Story of the Day for Thursday November 3, 2011

Be Faithful in Attending Your Local Service Department

                 Two men went into the temple to pray . . . The Pharisee prayed, “God, I thank you that I’m not like other people. . . “  But the tax collector . . . said, “God, be merciful to me, a sinner.” 

                                                                     Luke 18:10-13

Many years ago, in a small Wisconsin town, a widow and her three small daughters were staying away from worship at the Methodist Church. A member talked to the widow about her worship attendance and discovered the woman was too embarrassed to come to church because she could not afford good clothes for the girls.

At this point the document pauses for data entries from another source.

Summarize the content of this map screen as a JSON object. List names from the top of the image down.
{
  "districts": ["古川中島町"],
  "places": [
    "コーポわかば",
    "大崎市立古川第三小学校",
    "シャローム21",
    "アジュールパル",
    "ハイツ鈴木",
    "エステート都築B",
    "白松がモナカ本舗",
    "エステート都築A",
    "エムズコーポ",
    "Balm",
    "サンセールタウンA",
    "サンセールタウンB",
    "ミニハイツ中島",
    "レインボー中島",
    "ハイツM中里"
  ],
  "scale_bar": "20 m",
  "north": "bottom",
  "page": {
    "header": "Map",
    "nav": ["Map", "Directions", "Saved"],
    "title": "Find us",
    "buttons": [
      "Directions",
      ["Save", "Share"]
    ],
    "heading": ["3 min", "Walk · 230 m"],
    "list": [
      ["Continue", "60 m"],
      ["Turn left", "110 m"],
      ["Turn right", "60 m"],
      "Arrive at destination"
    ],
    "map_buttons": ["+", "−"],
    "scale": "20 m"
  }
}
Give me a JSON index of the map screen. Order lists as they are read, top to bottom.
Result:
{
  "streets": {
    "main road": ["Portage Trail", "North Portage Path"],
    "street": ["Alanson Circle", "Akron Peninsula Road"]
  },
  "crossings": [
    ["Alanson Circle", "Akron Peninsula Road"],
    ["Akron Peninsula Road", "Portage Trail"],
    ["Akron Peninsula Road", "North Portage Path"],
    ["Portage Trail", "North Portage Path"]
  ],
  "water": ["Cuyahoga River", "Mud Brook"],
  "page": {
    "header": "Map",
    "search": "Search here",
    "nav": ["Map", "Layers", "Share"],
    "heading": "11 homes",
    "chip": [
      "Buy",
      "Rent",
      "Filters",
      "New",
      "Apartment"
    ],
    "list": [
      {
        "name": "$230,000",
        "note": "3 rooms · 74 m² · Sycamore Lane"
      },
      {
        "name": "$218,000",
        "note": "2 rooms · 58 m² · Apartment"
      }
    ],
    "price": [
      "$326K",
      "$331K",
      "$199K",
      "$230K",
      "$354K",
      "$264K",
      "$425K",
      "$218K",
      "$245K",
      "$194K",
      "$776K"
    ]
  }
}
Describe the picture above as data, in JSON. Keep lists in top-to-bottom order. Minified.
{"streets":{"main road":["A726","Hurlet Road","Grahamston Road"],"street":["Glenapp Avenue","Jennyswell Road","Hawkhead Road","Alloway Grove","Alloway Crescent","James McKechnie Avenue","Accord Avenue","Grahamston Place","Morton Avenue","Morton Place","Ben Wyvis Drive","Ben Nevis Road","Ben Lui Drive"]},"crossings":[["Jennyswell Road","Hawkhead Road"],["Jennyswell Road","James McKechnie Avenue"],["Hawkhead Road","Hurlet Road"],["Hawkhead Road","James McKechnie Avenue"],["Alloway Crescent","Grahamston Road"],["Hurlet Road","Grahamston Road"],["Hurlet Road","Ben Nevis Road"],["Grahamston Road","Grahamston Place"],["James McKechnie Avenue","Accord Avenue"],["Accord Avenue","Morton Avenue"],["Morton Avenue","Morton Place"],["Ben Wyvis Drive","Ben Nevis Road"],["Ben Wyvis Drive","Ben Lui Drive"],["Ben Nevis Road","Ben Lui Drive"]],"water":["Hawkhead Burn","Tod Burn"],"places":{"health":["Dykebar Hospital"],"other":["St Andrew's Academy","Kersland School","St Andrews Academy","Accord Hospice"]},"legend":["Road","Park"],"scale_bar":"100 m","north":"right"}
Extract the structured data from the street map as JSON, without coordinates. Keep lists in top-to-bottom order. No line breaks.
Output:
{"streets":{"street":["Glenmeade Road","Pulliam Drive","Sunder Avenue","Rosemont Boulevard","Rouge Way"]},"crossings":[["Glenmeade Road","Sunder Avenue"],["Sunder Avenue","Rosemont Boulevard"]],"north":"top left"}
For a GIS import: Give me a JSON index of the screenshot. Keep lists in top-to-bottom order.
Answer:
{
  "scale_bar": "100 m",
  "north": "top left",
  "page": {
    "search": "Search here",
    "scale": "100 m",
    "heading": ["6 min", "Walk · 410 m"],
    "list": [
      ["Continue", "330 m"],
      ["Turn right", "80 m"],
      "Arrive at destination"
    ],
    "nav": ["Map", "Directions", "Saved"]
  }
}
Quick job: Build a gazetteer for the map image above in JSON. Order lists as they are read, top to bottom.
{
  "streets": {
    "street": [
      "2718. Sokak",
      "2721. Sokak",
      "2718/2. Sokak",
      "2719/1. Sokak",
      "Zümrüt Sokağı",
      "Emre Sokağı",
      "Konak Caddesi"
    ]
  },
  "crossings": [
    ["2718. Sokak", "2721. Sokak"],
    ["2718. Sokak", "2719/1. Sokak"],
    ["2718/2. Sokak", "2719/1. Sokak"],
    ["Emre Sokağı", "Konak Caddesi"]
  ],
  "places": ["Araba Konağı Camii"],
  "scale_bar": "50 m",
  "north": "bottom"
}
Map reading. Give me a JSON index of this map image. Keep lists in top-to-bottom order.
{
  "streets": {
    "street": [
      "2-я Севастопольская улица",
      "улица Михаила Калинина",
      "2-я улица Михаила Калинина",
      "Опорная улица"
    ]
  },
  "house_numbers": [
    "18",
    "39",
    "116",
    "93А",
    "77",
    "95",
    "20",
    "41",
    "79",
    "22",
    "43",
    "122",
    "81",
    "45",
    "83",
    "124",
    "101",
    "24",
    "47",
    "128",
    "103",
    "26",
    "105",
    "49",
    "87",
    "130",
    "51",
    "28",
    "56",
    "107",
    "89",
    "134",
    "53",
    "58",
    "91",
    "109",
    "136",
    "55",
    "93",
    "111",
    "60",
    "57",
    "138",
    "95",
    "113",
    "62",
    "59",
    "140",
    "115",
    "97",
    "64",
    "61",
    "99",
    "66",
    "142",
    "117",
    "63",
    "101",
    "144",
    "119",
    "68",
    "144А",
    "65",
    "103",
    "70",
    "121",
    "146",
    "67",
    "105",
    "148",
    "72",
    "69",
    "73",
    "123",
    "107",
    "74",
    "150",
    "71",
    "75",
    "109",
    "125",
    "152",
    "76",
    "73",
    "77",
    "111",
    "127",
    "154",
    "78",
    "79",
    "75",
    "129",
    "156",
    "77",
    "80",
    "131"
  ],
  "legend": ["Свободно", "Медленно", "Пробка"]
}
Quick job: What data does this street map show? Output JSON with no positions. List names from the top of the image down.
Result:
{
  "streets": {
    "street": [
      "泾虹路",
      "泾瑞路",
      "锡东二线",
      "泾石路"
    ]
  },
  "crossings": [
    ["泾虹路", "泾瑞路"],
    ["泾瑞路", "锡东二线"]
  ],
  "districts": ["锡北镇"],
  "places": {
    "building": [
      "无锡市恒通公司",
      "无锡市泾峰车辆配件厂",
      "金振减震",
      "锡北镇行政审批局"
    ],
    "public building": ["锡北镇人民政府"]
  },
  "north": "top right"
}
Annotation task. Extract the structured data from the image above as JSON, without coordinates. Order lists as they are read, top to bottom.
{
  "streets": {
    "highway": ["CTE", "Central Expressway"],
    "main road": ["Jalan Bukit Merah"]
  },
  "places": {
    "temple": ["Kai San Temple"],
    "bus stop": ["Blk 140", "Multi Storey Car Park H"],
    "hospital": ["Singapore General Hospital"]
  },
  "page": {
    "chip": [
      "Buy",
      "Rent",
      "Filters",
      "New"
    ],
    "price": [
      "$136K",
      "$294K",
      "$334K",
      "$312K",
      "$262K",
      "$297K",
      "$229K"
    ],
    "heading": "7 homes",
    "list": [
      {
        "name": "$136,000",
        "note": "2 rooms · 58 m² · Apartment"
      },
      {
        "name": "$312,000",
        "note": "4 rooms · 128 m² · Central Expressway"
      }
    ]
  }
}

The member reported this to the Methodist Women’s Circle of the congregation, and the women’s group immediately responded by generously providing the girls with new clothes.

But still the family didn’t come to church.

When they saw the mother again, and asked about her absence from worship, she said, “The girls looked so nice in their new dresses, I sent them to the Presbyterian Church.”


In the old days the church may have been a place to showcase our dress, but I don’t see much of that anymore. But what is always a danger, and never seems to go out of style, is using the church as a place to showcase ourselves.

Pastors from the various churches in a community where I lived, used to gather for meetings. They were good men, and I liked them. But the meetings began to turn into bragfests – each pastor vying to outdo the others in the miracles claimed or the number of conversions. No one dared mention their struggles and failures, or their sins.


Jim Corley wrote in Christian Reader about a conversation he had with his friend, and fellow church member, Alex. Jim found out Alex was reluctant to go to worship because he was struggling in his life and felt he was not being a good Christian example. He felt like such a hypocrite.

So, one day, Jim went to the car dealership where Alex worked.

“Alex, what do you call this part of the dealership?” as he nodded to the area outside Alex’s cubicle.

“You mean the showroom?”

“And what’s behind the showroom, past the parts counter?”

“The service department.”

“What if I told you, “ Jim said, “I didn’t want to bring my car to the service department because it was running rough”

“That would be crazy! That’s the whole point of service departments – to fix cars that aren’t running right.”

Jim then told his friend that the church was not a showroom – where we seek to impress people. Instead, the church is meant to be God’s service department. “Helping people get back in running order with God is what the church is all about.”